Vor 100 Jahren - 1923 - gab es ihn erstmals in Deutschland. Seinen Ursprung hat er in den USA, damals ging es nicht um Kommerz, sondern um Mütterrechte und Feminismus. Am Muttertag in seiner heutigen Form gibt es viel Kritik.
»Auf Müttern lastet noch immer sehr stark die gesellschaftliche Erwartung, sie hätten kindzentriert zu sein, sonst seien sie keine guten Mütter«, sagt Elternforscherin Désirée Waterstradt von der Pädagogischen Hochschule Karlsruhe. »Dafür ist der Muttertag ein Symbol - die Mutter ist moralisch am Haken.« Mütter seien heute in einem Maße kindzentriert, dass es sie erdrücke. Mit Blick auf die Rolle der Väter sagt sie: »Es verändert sich etwas, aber es verändert sich nicht so schnell, wie wir glauben.«
Zwischen Erwartung und Realität
Hin und wieder äußern sich prominente Frauen zu den schwierigen Seiten der Mutterschaft. Silbermond-Frontfrau Stefanie Kloß sagte kürzlich in der Vox-Musikshow »Sing meinen Song«: »Mütter sind unter so einem krassen Spotlight.« Es werde so viel von ihnen erwartet, obwohl sie schon selbst so viel von sich erwarteten. »Es gibt kein Handbuch, wo drinsteht, das macht die perfekte Mutter, egal, wie viele Erziehungsratgeber es gibt - sondern, du musst es jeden Tag neu lernen, was es heißt - einfach für dich - eine gute Mutter zu sein.«
Schauspielerin Wolke Hegenbarth sprach in einem Interview mit dem »Spiegel« davon, sich in der Zeit mit Baby wahnsinnig allein gefühlt zu haben. Die Geschichte ende immer damit, dass die Frau ihr Baby bekomme und glücklich sei. »Was danach passiert, darüber spricht niemand.« Sie wünsche sich mehr Wohlwollen, vor allem unter Müttern.

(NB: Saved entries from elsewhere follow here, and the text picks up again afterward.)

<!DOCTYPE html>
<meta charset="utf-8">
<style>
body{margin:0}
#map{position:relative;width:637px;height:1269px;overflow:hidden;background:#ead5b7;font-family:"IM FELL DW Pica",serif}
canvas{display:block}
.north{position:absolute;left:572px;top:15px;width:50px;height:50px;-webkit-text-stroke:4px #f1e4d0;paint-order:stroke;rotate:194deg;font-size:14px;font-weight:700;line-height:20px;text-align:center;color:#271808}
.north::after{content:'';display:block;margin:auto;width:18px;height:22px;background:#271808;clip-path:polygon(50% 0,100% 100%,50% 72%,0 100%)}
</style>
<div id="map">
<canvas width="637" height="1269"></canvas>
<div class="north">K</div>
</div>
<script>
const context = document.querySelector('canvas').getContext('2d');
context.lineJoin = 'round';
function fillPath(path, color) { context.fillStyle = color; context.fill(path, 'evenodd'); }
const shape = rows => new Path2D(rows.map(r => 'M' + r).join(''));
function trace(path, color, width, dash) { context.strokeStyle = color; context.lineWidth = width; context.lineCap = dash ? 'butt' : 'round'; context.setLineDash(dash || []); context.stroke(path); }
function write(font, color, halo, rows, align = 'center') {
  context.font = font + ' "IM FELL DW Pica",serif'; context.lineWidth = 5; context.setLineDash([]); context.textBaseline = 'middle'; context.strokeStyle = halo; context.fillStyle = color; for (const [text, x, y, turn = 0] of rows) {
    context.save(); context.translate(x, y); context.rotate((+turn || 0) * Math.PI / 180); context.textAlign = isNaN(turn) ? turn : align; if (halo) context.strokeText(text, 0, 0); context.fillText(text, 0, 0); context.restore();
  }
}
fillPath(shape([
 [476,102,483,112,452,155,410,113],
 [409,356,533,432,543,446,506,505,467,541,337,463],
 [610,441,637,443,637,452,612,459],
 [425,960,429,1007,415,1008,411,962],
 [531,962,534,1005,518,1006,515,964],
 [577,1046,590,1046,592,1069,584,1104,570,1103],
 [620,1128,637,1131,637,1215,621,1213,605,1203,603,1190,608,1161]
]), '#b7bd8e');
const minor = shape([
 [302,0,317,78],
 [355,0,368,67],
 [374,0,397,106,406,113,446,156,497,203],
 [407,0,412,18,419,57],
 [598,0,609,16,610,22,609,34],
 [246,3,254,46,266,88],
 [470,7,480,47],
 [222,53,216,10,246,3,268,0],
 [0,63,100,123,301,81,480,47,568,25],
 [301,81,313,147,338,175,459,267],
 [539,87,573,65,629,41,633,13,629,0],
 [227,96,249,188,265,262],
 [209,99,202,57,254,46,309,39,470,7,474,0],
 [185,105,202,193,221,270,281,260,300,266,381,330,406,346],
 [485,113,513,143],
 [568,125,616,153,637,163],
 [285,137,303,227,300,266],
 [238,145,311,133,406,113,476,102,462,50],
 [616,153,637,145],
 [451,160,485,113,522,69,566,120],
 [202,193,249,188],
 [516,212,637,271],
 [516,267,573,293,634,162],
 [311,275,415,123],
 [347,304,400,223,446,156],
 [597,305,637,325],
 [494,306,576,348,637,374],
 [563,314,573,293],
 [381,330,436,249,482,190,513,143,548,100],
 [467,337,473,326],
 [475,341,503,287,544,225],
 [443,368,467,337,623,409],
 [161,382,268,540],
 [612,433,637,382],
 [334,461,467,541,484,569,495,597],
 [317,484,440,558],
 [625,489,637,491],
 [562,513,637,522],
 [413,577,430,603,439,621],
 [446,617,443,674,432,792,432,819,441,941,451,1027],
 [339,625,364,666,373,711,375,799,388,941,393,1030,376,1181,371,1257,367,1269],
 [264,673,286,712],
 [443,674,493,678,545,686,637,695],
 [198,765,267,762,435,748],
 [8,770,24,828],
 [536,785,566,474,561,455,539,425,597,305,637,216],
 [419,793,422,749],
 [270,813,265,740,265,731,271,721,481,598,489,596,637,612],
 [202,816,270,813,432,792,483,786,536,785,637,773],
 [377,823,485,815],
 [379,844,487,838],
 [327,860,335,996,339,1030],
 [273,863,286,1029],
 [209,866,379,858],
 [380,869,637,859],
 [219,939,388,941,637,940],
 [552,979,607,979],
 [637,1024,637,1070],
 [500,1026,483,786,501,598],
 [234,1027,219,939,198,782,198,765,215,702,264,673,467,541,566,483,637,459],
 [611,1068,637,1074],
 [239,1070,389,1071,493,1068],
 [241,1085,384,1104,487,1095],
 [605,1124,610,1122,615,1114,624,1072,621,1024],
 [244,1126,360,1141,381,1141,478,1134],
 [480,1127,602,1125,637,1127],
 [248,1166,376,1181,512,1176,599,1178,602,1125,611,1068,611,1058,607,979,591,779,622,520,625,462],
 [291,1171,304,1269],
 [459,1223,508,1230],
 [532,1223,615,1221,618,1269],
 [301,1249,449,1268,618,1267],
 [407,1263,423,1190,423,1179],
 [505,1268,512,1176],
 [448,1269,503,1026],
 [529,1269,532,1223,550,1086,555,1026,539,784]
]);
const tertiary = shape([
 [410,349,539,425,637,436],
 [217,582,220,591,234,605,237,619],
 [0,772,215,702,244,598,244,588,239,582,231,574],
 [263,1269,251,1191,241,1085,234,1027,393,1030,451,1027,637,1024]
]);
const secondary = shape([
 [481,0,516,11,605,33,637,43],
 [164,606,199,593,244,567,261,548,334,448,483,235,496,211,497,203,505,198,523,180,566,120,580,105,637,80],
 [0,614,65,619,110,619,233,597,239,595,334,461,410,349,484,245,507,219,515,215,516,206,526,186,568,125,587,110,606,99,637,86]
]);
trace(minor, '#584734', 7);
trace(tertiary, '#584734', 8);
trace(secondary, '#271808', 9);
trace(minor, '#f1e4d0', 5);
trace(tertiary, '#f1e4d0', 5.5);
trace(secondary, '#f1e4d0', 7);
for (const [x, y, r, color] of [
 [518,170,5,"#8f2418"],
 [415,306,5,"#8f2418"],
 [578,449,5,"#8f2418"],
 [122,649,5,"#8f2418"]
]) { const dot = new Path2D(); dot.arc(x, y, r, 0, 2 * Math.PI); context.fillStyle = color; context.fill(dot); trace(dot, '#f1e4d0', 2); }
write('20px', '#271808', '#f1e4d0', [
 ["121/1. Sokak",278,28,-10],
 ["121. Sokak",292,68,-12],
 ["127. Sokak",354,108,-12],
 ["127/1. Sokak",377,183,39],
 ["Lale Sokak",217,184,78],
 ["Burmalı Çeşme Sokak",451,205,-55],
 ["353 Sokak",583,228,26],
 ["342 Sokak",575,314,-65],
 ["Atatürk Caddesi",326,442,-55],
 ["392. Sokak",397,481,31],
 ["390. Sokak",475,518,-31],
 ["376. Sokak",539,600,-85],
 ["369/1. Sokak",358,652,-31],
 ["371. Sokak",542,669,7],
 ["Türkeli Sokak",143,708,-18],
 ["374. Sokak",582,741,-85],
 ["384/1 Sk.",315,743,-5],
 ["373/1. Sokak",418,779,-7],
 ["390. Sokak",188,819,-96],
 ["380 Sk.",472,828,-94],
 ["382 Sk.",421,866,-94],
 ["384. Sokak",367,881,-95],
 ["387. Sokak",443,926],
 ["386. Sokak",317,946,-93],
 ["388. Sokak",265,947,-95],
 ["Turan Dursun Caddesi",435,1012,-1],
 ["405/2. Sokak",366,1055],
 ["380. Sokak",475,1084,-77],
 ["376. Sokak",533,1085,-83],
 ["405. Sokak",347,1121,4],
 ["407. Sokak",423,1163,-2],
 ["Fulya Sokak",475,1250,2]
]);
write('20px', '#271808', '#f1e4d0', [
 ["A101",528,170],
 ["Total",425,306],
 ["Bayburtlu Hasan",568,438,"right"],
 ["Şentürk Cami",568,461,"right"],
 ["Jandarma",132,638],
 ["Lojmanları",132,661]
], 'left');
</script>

Judith Holofernes, ehemals Frontfrau der Band Wir sind Helden, beschreibt in ihrem Buch »Die Träume anderer Leute«, wie sie sich zwischen Erwartungen und der Realität mit kleinen Kindern aufrieb: »Ich würde funktionieren. Aber wie! Kinder hin oder her, ich würde das tüchtige, fleißige Mädchen sein, an dem ich so lange gearbeitet hatte.« Das Touren mit Kindern klappt allerdings nicht so reibungslos wie gedacht, laugt sie aus bis zur Erschöpfung.
»In westlichen Gesellschaften gibt es mit Blick auf Mütter so ein mulmiges Gefühl, aber den Umgang mit Müttern und wie es ihnen geht, hinterfragt man nicht«, sagt Elternforscherin Waterstradt. »Der Muttertag ist ein Ausdruck des schlechten Gewissens - das besänftigt man, indem man einmal im Jahr sagt: Blumen, Schokolade, und dann ist aber auch gut.«
Die Anfänge des Muttertags liegen in den USA. Eine wichtige Rolle spielten dabei Anna Maria Reeves Jarvis und ihre Tochter Anna Jarvis. »Reeves Jarvis, die Gründerin der Mütterbewegung, hatte im 19. Jahrhundert gemerkt: Die Mütter sind am schlimmsten dran, sie haben ein viel größeres Problem als Frauen allgemein«, sagt Waterstradt, die zum Muttertag geforscht hat. Reeves Jarvis habe 1865 einen Mütter-Freundschaftstag als Netzwerk für Mütter organisiert.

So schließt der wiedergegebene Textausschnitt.